Tuesday, 23 March 2010

Football Betting Season 2 Weeks 11

In real life, things have been a little tough. First I was sentenced to RT (that means you have failed your IPPT in reservist and you have to go in for - what 30 hours of training?) That was the first time I had failed my IPPT. In truth, I had asked for it - I was always forgetting to do my push-ups. Does it get harder to keep fit this side of 30? I always felt, after I staggered over the finishing line of that marathon more than a year ago, that that was the true end of my 20s.

Worst thing is that I thought I had passed my IPPT. I just had to do 4 chin-ups. But somehow it got recorded as 3, I don't know why. Maybe they didn't want to let me pass. They didn't post up the scores and so I didn't get to protest. The ICT was conducted at a fast pace.

Then there was another time somebody put up a very long list of CDs for sale. I thought - now here's the opportunity to get a lot of CDs - I hadn't been keeping up with music much for the last 10 years - untypical for a music freak like myself. Then I dithered along, going through amazon.com samples for the whole list (a big chore since we are talking about 500 CDs) and trying to learn about the great bands. In the end, out of the 20 CDs that I wanted the most, 10 of them are gone. Fantastically stupid.

Then there was knowing that an episode of unrequited love in the past was a little bit more unrequited than I realised.

However some good things make up for it, for example, knowing that the painful lessons I learnt since the middle of last year have been learnt. OK. So Arsenal are playing West Ham, bet on Arsenal, since West Ham are weak. (Case in point, Arsenal still managed to beat West Ham in spite of playing the second half with 10 men.) Real Madrid are playing a team fighting against relegation? Bet on Real Madrid. Chelsea are playing Blackburn? Bet on Chelsea. Barcelona are playing Real Zaragosa? Bet on Barcelona. Don't bother about the rest, no matter how tempting. Get your money back, that's important.

Saturday, 20 March 2010

Up in the Air

Yesterday was not feeling very good when I got back from work. I don’t know where all that feeling of sleep deprivation came from. Anyway this morning I woke up and I felt a flu coming on. So I told my boss I’m on leave. He actually asked me what the reason was. That’s the thing – if I get treated like a kid when I’m 25 I grin and bear it, but I’m much older now so I was pretty mad.

Let’s put it this way: it’s Friday. You wake up and feel a flu coming on.

Option 1: you go to work. You boss is happy (actually, more like “happy” because your boss is never happy), you’re not happy, you get sick on Saturday, and spend the weekend feeling miserable.
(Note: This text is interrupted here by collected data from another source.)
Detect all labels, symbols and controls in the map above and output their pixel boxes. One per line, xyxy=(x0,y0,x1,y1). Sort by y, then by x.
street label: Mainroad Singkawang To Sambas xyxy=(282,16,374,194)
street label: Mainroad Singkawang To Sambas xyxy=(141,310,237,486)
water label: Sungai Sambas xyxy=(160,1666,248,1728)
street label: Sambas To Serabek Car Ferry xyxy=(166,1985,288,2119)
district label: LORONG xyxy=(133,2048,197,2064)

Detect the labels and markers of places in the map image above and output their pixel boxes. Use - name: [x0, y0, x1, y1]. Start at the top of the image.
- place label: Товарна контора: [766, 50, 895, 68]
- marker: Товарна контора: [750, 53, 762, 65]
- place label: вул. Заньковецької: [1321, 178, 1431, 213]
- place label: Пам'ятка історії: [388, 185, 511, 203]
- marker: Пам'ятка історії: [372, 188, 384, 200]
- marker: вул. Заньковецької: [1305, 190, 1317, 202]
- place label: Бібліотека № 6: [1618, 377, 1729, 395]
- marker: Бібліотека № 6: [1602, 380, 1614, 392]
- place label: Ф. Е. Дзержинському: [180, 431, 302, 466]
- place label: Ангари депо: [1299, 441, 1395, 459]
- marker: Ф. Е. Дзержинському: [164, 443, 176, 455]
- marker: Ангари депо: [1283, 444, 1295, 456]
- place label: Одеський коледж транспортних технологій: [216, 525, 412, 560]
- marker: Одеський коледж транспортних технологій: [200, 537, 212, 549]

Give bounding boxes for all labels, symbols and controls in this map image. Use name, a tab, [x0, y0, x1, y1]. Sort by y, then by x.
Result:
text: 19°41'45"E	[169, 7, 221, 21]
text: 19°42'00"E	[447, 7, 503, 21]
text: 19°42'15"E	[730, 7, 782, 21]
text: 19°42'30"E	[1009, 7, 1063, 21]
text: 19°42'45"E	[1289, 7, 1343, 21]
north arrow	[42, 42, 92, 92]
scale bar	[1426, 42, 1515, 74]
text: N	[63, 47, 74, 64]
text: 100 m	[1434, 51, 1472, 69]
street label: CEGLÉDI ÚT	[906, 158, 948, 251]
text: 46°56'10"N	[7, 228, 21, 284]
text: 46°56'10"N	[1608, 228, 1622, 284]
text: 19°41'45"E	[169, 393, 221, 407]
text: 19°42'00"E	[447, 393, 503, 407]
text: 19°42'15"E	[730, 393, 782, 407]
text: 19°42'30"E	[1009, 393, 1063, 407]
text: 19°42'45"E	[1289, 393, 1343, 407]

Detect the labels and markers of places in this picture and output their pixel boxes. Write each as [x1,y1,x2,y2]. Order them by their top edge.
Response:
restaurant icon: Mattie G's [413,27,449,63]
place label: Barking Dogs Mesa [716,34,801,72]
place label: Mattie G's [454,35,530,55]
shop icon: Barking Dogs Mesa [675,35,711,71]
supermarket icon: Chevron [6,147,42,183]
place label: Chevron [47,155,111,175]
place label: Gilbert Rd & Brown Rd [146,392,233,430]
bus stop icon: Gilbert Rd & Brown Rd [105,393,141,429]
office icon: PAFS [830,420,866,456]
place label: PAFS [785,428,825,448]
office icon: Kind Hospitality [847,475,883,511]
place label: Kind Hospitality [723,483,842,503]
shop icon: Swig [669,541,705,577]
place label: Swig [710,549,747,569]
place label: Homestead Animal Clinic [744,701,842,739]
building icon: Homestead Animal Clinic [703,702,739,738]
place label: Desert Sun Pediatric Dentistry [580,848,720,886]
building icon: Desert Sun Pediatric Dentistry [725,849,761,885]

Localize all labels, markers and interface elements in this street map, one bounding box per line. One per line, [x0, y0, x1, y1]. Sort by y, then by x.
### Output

Option 2: You go to a doctor, and get hard evidence that you shouldn’t go to work. But you feel bad, because you’ve just spent $20+, of which some of it is company’s money. It’s basically like taking a lie detector test. You can only do it so many times before you feel like you’re being treated like a kid.

Option 3: You take leave. At the most your boss will complain about how you took last minute leave. But you’re actually paying this out of your leave entitlement, so why is he going to complain? (And anyway I always have a lot left over by the end of the year, so I’m also doing myself a favour).

Most of the time I would have taken option 2, but today I just hated going to the family doctor, and just paying him money to write me a sicknote. So I just paid with my leave. So technically you have a pretty solid excuse about why you want to take urgent leave. Which makes me wonder why my boss would bother to ask me for a reason to take urgent leave, since I can always tell him that I’m not feeling well.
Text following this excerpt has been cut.